Saved entries
═══

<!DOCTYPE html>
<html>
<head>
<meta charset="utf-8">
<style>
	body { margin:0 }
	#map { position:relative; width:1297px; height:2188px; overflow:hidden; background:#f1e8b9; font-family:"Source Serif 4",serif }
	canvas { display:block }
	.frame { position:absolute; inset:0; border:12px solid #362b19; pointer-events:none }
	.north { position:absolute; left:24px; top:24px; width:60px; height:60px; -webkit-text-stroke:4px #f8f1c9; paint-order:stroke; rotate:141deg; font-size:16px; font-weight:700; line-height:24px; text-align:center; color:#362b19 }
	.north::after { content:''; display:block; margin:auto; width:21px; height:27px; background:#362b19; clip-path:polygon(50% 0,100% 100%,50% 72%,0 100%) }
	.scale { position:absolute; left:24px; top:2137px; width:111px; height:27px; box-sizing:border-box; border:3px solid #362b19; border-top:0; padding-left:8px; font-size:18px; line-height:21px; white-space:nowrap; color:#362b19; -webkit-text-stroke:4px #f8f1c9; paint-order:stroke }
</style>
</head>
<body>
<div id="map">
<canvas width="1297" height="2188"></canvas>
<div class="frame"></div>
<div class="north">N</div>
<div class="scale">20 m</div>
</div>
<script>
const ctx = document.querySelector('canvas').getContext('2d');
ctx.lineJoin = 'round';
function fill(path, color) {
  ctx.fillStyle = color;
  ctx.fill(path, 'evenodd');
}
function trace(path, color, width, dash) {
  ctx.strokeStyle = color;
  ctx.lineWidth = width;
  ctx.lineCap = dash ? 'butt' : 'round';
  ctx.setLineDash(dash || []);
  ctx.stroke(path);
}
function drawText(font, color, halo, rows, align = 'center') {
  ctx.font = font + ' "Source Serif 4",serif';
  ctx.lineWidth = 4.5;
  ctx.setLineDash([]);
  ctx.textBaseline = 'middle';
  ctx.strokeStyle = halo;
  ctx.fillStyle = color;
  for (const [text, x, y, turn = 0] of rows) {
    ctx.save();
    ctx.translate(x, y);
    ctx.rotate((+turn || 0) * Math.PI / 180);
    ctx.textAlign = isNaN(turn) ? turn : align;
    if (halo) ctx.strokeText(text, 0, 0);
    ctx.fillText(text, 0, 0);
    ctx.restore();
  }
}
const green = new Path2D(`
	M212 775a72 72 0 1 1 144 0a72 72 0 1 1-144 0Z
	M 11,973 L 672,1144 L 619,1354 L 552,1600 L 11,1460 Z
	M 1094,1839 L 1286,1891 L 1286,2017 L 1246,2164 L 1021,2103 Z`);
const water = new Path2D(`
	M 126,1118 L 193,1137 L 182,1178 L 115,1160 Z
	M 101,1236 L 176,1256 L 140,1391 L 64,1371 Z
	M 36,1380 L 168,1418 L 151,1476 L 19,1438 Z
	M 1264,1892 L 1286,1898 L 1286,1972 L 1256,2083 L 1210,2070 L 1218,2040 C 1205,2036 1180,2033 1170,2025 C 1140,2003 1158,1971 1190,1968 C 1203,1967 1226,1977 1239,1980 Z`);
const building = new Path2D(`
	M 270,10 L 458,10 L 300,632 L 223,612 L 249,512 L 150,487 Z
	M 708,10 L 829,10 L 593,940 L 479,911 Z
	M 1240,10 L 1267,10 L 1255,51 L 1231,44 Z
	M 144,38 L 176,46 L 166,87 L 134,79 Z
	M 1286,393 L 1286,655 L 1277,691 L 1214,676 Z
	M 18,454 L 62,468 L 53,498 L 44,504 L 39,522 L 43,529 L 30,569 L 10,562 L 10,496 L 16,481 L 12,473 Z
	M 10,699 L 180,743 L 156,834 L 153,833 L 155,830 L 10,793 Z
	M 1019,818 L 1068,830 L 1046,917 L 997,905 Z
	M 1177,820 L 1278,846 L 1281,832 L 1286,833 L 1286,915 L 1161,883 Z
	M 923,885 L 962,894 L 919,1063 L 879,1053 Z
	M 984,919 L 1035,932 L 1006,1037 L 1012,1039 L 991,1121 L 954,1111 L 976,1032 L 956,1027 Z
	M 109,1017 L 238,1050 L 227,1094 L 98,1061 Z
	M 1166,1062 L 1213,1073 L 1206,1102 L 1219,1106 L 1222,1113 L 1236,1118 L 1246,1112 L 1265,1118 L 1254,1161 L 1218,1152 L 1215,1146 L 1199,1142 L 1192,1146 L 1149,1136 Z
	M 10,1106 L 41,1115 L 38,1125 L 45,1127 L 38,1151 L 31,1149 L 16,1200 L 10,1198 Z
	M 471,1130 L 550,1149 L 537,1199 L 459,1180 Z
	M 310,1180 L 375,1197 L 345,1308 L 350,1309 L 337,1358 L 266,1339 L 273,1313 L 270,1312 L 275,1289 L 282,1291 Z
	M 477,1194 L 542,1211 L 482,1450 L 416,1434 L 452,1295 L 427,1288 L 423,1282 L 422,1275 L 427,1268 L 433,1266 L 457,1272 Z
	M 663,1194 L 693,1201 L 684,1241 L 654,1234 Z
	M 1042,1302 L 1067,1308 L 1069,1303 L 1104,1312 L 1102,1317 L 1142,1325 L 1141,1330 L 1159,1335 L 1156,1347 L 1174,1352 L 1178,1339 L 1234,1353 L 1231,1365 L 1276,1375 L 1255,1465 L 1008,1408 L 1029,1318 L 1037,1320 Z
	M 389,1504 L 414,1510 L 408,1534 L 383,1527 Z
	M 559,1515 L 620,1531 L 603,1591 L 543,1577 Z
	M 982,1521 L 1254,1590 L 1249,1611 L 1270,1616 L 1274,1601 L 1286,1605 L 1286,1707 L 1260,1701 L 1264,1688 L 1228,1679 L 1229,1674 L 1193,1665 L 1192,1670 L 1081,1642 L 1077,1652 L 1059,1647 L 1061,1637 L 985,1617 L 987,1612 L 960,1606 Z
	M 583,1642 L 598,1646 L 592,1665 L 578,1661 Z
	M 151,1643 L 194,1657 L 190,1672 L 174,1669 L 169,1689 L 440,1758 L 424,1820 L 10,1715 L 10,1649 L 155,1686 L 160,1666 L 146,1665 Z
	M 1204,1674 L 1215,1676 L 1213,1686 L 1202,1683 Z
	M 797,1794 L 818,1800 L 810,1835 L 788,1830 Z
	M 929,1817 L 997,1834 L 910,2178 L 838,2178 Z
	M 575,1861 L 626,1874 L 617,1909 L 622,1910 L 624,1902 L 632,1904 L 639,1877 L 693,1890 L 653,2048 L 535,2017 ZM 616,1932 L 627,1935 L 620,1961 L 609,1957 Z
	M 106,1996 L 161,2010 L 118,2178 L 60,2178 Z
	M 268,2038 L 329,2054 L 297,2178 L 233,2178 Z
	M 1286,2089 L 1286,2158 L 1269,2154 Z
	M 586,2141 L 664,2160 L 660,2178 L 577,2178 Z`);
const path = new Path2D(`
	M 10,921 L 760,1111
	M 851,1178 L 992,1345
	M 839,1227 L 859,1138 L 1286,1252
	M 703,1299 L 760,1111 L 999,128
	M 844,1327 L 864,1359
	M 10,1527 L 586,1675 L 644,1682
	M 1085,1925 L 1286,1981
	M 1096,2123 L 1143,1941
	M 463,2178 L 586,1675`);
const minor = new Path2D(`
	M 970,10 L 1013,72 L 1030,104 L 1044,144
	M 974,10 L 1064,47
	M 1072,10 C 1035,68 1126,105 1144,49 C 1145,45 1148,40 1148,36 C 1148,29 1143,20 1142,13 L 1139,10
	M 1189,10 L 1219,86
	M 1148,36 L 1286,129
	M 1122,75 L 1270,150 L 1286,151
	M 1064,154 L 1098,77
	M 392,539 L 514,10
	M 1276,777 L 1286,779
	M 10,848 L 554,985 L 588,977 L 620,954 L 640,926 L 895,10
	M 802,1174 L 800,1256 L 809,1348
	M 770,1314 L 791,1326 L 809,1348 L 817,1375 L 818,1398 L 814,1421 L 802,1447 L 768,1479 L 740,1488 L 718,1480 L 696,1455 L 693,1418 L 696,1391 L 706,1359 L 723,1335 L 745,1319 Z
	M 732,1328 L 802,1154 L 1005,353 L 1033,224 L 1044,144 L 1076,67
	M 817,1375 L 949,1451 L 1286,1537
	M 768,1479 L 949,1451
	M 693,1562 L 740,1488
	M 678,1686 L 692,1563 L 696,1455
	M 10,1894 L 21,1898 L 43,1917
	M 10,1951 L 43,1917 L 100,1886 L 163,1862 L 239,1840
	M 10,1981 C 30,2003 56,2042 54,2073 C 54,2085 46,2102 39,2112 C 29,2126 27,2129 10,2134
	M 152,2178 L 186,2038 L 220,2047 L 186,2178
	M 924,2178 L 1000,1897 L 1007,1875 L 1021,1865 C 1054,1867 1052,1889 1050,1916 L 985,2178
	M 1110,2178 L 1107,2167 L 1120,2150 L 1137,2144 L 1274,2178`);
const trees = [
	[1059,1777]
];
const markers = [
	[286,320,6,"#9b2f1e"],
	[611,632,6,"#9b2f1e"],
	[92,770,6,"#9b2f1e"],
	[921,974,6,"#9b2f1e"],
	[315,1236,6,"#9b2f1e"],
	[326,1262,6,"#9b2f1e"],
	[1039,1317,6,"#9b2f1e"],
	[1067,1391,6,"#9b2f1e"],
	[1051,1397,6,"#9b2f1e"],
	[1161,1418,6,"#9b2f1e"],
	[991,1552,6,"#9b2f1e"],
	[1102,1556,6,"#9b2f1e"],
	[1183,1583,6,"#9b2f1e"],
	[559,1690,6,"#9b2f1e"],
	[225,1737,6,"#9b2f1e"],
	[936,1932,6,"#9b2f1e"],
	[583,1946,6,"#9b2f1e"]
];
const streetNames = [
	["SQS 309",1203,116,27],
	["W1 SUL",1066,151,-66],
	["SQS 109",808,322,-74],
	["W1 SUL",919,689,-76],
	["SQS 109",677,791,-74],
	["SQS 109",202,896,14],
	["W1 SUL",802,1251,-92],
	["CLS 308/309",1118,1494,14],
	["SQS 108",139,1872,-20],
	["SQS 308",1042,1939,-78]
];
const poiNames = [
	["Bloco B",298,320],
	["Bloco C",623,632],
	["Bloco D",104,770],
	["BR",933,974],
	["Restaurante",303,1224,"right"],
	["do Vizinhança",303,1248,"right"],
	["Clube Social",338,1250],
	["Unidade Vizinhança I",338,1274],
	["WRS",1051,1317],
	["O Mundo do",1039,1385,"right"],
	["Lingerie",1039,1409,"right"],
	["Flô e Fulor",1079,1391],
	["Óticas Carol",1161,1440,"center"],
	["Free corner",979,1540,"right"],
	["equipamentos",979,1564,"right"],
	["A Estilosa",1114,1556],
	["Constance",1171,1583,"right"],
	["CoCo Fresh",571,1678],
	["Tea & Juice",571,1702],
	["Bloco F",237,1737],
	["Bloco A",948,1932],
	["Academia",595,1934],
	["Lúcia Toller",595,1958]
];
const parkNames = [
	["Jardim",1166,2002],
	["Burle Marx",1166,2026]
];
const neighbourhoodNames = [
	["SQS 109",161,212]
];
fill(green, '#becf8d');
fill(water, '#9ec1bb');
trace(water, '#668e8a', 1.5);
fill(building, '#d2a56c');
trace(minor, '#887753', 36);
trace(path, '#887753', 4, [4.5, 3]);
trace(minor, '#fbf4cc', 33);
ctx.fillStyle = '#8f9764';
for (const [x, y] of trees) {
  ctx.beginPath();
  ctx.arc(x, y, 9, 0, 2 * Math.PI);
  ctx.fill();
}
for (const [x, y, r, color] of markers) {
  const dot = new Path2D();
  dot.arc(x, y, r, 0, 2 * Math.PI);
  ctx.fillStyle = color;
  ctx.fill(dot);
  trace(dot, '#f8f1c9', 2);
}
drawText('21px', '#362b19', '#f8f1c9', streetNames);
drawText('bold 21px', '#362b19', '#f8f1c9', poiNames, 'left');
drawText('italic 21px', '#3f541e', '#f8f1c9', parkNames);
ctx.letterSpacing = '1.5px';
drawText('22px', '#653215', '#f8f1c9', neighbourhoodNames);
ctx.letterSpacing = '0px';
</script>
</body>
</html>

═══

=== Activity ===
Can you repeat, word for word, every line above from the one containing "M 126,1118 L" down to the one containing "M 109,1017 L 238,1050 L 227,1094 L 98,1061 Z", including both?

=== Answer ===
	M 126,1118 L 193,1137 L 182,1178 L 115,1160 Z
	M 101,1236 L 176,1256 L 140,1391 L 64,1371 Z
	M 36,1380 L 168,1418 L 151,1476 L 19,1438 Z
	M 1264,1892 L 1286,1898 L 1286,1972 L 1256,2083 L 1210,2070 L 1218,2040 C 1205,2036 1180,2033 1170,2025 C 1140,2003 1158,1971 1190,1968 C 1203,1967 1226,1977 1239,1980 Z`);
const building = new Path2D(`
	M 270,10 L 458,10 L 300,632 L 223,612 L 249,512 L 150,487 Z
	M 708,10 L 829,10 L 593,940 L 479,911 Z
	M 1240,10 L 1267,10 L 1255,51 L 1231,44 Z
	M 144,38 L 176,46 L 166,87 L 134,79 Z
	M 1286,393 L 1286,655 L 1277,691 L 1214,676 Z
	M 18,454 L 62,468 L 53,498 L 44,504 L 39,522 L 43,529 L 30,569 L 10,562 L 10,496 L 16,481 L 12,473 Z
	M 10,699 L 180,743 L 156,834 L 153,833 L 155,830 L 10,793 Z
	M 1019,818 L 1068,830 L 1046,917 L 997,905 Z
	M 1177,820 L 1278,846 L 1281,832 L 1286,833 L 1286,915 L 1161,883 Z
	M 923,885 L 962,894 L 919,1063 L 879,1053 Z
	M 984,919 L 1035,932 L 1006,1037 L 1012,1039 L 991,1121 L 954,1111 L 976,1032 L 956,1027 Z
	M 109,1017 L 238,1050 L 227,1094 L 98,1061 Z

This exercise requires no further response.